Grieving the Old Me, Pt 1
I have always been full of energy and growing up my mom was smart to put me in all sorts of activities. One of my favorite activities was dancing. I was required to dance in heels and I learned how to dance, walk and do flips in heels. As long as I can remember, I've been in high heels and I had a huge collection like Imelda Marcos.
When my rheumatoid arthritis advanced in my knees and feet, I was forced to take off my heels and look for alternative footwear. There was an awkward stage in my life with fashion choices because I was getting use to wearing flats. I had only one pair of flat shoes that was work appropriate so everything revolved around this one pair of shoes. Limited on funds for fun things, I had to hold out on buying new shoes because all my money was going to doctor appointments, acupuncture treatments, healthy food choices and vitamins.
It was hard to let go of wearing heels-for a long time, I felt that was part of my identity and that was being taken away from me. Vain as it may sound, but I felt less attractive, small and lost. Who was I now? How would I dress myself to express the person I really am? Am I really that vain that shoes are what define me and make me feel good?
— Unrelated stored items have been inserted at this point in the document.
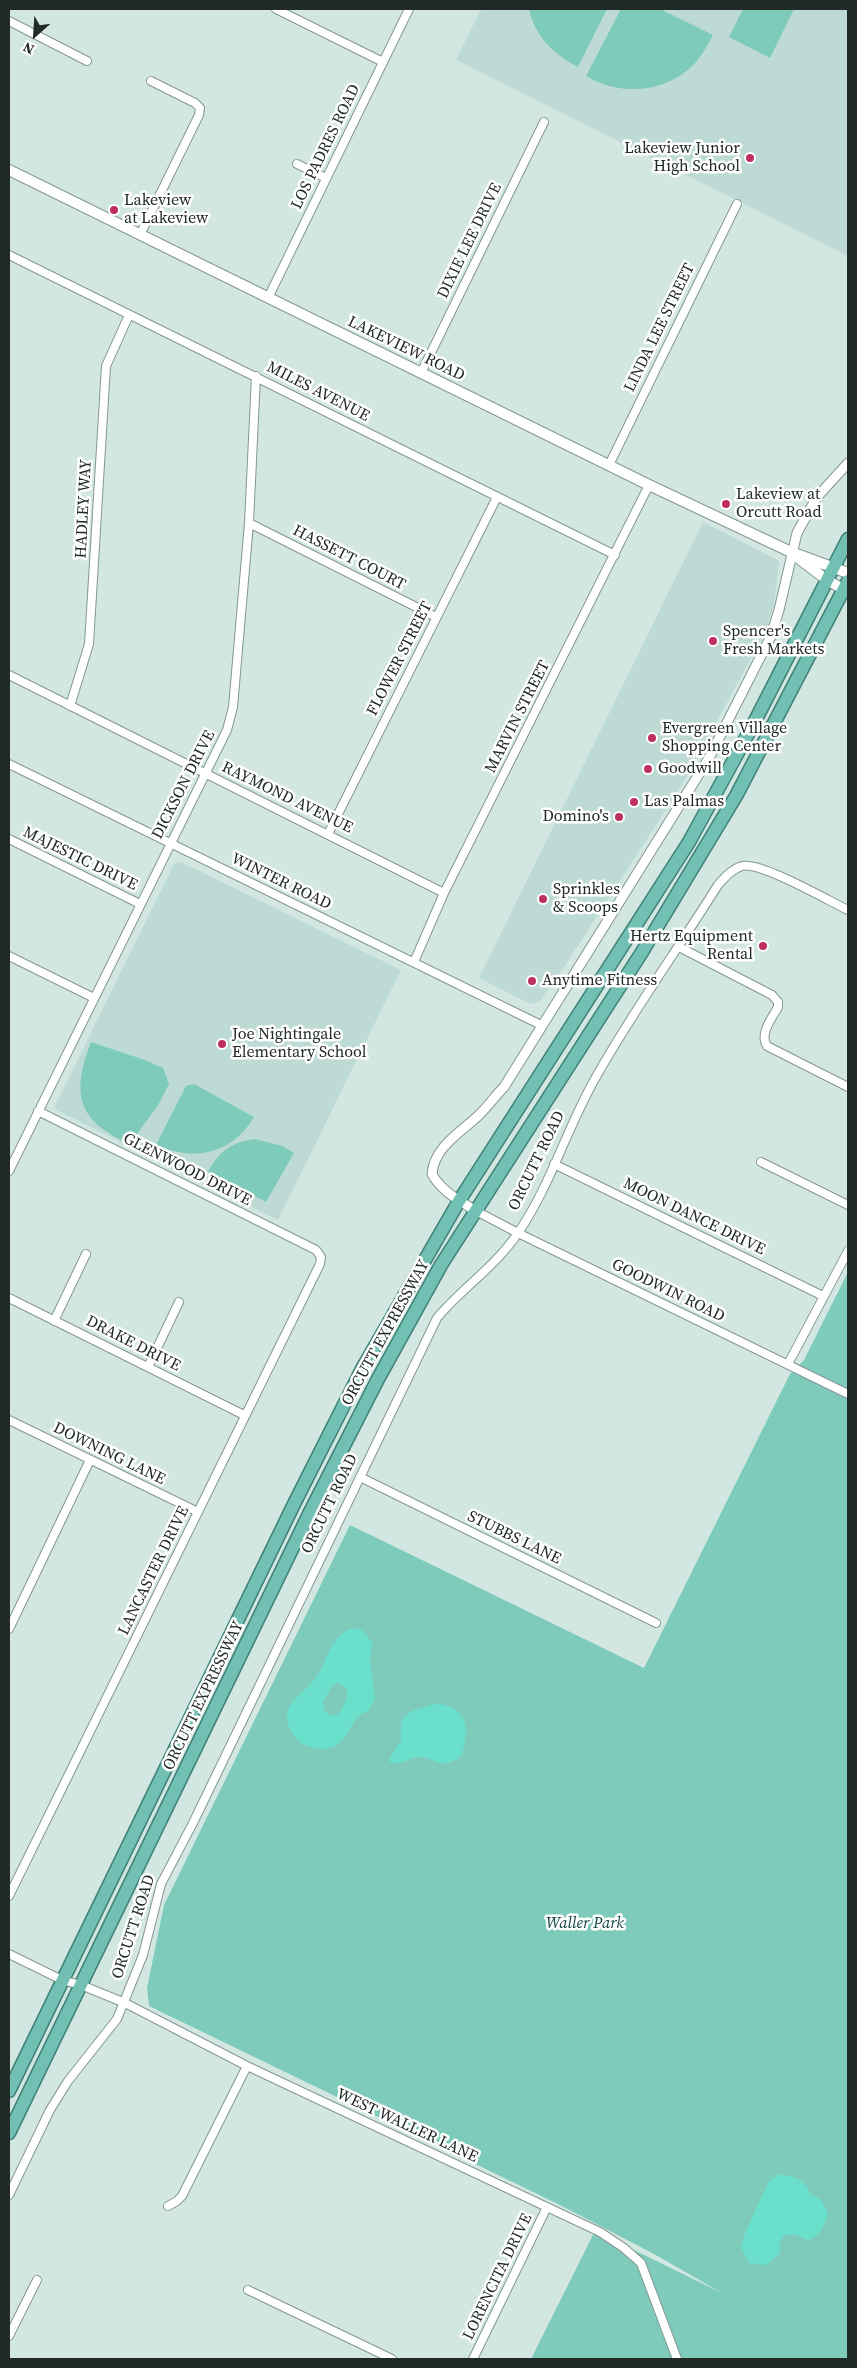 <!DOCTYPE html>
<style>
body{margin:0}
#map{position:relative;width:857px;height:2368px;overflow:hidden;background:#d2e7e2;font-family:"Source Serif 4",serif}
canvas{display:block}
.frame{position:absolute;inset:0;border:10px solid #222a28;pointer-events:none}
.north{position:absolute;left:10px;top:10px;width:50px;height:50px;-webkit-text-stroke:4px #fff;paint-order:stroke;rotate:206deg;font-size:14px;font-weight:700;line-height:20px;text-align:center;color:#222a28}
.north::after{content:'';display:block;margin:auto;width:18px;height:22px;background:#222a28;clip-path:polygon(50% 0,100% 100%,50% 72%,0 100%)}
</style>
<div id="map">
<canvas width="857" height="2368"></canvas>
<div class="frame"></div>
<div class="north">N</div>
</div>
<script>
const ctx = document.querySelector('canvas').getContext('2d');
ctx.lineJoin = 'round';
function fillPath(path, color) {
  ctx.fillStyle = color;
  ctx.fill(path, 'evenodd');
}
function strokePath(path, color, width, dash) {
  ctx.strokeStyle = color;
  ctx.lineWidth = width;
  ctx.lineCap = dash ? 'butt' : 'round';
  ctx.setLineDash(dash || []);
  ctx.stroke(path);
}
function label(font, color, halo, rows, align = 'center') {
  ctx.font = font + ' "Source Serif 4",serif';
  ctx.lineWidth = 5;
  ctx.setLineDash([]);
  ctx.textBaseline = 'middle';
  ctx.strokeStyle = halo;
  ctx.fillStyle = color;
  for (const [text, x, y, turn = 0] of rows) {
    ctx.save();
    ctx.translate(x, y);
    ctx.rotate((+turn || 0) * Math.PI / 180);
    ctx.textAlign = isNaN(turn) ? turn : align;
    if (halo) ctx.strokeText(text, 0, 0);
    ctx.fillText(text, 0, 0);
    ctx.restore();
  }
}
const built = new Path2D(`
 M481 9H848V256L456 60Z
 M703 522 779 561 774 606 765 633 682 785 562 970 539 1002 530 1004 479 978Z
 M181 862 401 970 278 1220 56 1110 55 1106 174 864Z`);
const green = new Path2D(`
 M529 9H607L578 67C553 54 535 36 529 9Z
 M621 9H660L713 35C708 44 703 54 696 62 668 93 621 97 586 76Z
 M743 9H794L770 58 729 37Z
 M91 1042 145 1060 163 1068 169 1084 158 1105 130 1144C77 1121 71 1094 91 1042Z
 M194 1084 254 1117C232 1154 195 1162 156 1145L186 1086Z
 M255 1139 282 1146 294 1153 266 1202 208 1172C219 1151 232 1142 255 1139Z
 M848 1272V2359H531L595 2231 722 2293 654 2254 560 2205 149 2006 147 1988 164 1905 350 1525 644 1668 790 1374 804 1360Z`);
const water = new Path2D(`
 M354 1628 362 1630 372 1642 370 1663 375 1698 369 1710C365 1713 361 1713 359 1716 350 1725 347 1739 335 1746 325 1751 314 1749 305 1745 299 1743 295 1737 292 1732 275 1705 306 1694 318 1675 327 1659 333 1632 354 1628ZM337 1683C355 1689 345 1704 338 1715L332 1716 324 1711 323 1702 332 1686Z
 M435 1704C468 1706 471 1729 461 1756 439 1772 436 1757 419 1757 409 1758 401 1765 391 1763L389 1759 401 1741V1723L405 1716 412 1711Z
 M780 2174C794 2177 806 2179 810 2194L820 2199 828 2213C824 2226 821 2235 808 2240L794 2234 784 2235 779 2244 780 2253 767 2265 749 2263 741 2247 746 2231 769 2181Z`);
const minor = new Path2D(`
 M276 9 383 62
 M9 21 87 61
 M297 164 326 178
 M140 235 199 115 200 108 195 103 151 81
 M9 255 615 555
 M268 298 409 9
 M421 373 544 122
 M609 465 737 204
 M249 523 436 617
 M9 675 444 893
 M70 706 89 644 106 366 129 315
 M9 764 541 1025
 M328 834 497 497
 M9 839 140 904
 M679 947 772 995 778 1002V1007C772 1018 759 1034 767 1046L848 1087
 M9 956 94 998
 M414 962 444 893 649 485
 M761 1162 848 1205
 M554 1164 823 1296
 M9 1171 227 730 233 707 249 523 256 376
 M476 1211 518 1233 848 1394
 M9 1298 244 1415
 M54 1321 86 1254
 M788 1364 848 1251
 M148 1367 179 1302
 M9 1420 198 1512
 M360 1477 656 1623
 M9 1629 90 1460
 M9 1896 320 1264 321 1257 316 1250 38 1111
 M9 1954 62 1980 81 1985 125 2003 247 2066 600 2232 624 2248 641 2263 677 2359
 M9 2195 50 2110 68 2081 117 2019 143 1955 161 1884 193 1823 437 1318C462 1288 496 1266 518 1233 551 1185 567 1127 596 1077 633 1011 678 949 718 885 725 877 732 869 742 866 760 861 829 901 848 910
 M168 2206 177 2201 182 2196 247 2066
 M248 2290 392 2359
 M9 2336 37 2280
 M473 2359 547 2207`);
const tertiary = new Path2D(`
 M476 1211C460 1201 441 1191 432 1174 434 1146 463 1131 480 1114 489 1105 496 1095 504 1087L709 758 771 636 779 610 797 533 817 497 848 463`);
const secondary = new Path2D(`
 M9 170 649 485 791 552 848 573
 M798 558 827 580 848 592`);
const trunk = new Path2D(`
 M9 2091 294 1504 362 1369 459 1201 689 842 754 723 848 539
 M9 2133 310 1512 378 1379 441 1265 642 952 736 796 848 581`);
const markers = [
 [750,158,5,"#bc2f60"],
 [114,210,5,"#bc2f60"],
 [726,504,5,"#bc2f60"],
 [713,641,5,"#bc2f60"],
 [652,738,5,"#bc2f60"],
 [648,769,5,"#bc2f60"],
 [634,802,5,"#bc2f60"],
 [619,817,5,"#bc2f60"],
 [543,899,5,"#bc2f60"],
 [763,946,5,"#bc2f60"],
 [532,981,5,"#bc2f60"],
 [222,1044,5,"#bc2f60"]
];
const streetNames = [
 ["LOS PADRES ROAD",326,147,-64],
 ["DIXIE LEE DRIVE",470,241,-64],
 ["LINDA LEE STREET",660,328,-64],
 ["LAKEVIEW ROAD",406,349,26],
 ["MILES AVENUE",318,392,27],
 ["HADLEY WAY",84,509,-87],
 ["HASSETT COURT",349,558,27],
 ["FLOWER STREET",400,659,-63],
 ["MARVIN STREET",518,717,-63],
 ["DICKSON DRIVE",184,785,-63],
 ["RAYMOND AVENUE",287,798,26],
 ["MAJESTIC DRIVE",80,859,26],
 ["WINTER ROAD",281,882,26],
 ["ORCUTT ROAD",537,1161,-64],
 ["GLENWOOD DRIVE",187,1170,27],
 ["MOON DANCE DRIVE",694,1217,26],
 ["GOODWIN ROAD",668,1291,26],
 ["ORCUTT EXPRESSWAY",386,1333,-61],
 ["DRAKE DRIVE",133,1344,27],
 ["DOWNING LANE",109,1454,26],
 ["ORCUTT ROAD",330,1504,-64],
 ["STUBBS LANE",514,1538,26],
 ["LANCASTER DRIVE",154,1571,-64],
 ["ORCUTT EXPRESSWAY",204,1696,-64],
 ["ORCUTT ROAD",134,1927,-72],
 ["WEST WALLER LANE",407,2126,25],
 ["LORENCITA DRIVE",498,2277,-64]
];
const poiNames = [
 ["Lakeview Junior",740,149,"right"],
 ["High School",740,167,"right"],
 ["Lakeview",124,201],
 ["at Lakeview",124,219],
 ["Lakeview at",736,495],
 ["Orcutt Road",736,513],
 ["Spencer's",723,632],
 ["Fresh Markets",723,650],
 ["Evergreen Village",662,729],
 ["Shopping Center",662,747],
 ["Goodwill",658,769],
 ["Las Palmas",644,802],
 ["Domino's",609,817,"right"],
 ["Sprinkles",553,890],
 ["& Scoops",553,908],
 ["Hertz Equipment",753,937,"right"],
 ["Rental",753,955,"right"],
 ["Anytime Fitness",542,981],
 ["Joe Nightingale",232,1035],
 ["Elementary School",232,1053]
];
const parkNames = [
 ["Waller Park",585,1924]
];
fillPath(built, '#bedad4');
fillPath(green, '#7ecbbc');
fillPath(water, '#6ae0cc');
strokePath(minor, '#849793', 10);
strokePath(tertiary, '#849793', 11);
strokePath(secondary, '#849793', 12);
strokePath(trunk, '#3f8176', 15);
strokePath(minor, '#fff', 8);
strokePath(tertiary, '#fff', 9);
strokePath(secondary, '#fff', 10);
strokePath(trunk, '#72c0b3', 12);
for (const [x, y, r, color] of markers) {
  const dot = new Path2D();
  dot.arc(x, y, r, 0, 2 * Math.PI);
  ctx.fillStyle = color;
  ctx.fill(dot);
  strokePath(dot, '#fff', 2);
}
label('16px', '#222a28', '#fff', streetNames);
label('16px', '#222a28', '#fff', poiNames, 'left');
label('italic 16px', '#0f453d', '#fff', parkNames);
</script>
Clearing out my closet of my heels was a mourning period for me; I was mourning the old me and preparing for a new me. I had a good cry fest over shoes, but with everything that comes with this disease, I wiped my tears and changed my perspective on the situation. I can sit here and feel sorry for myself or I can go online and shop for the cutest shoes for the best deal.
Now I have a safe amount of flat shoes where I can express myself while still having comfort and I feel cute. What have been things that you had to give up since your diagnosis? What has helped you mourn the old you? What’s the new you like?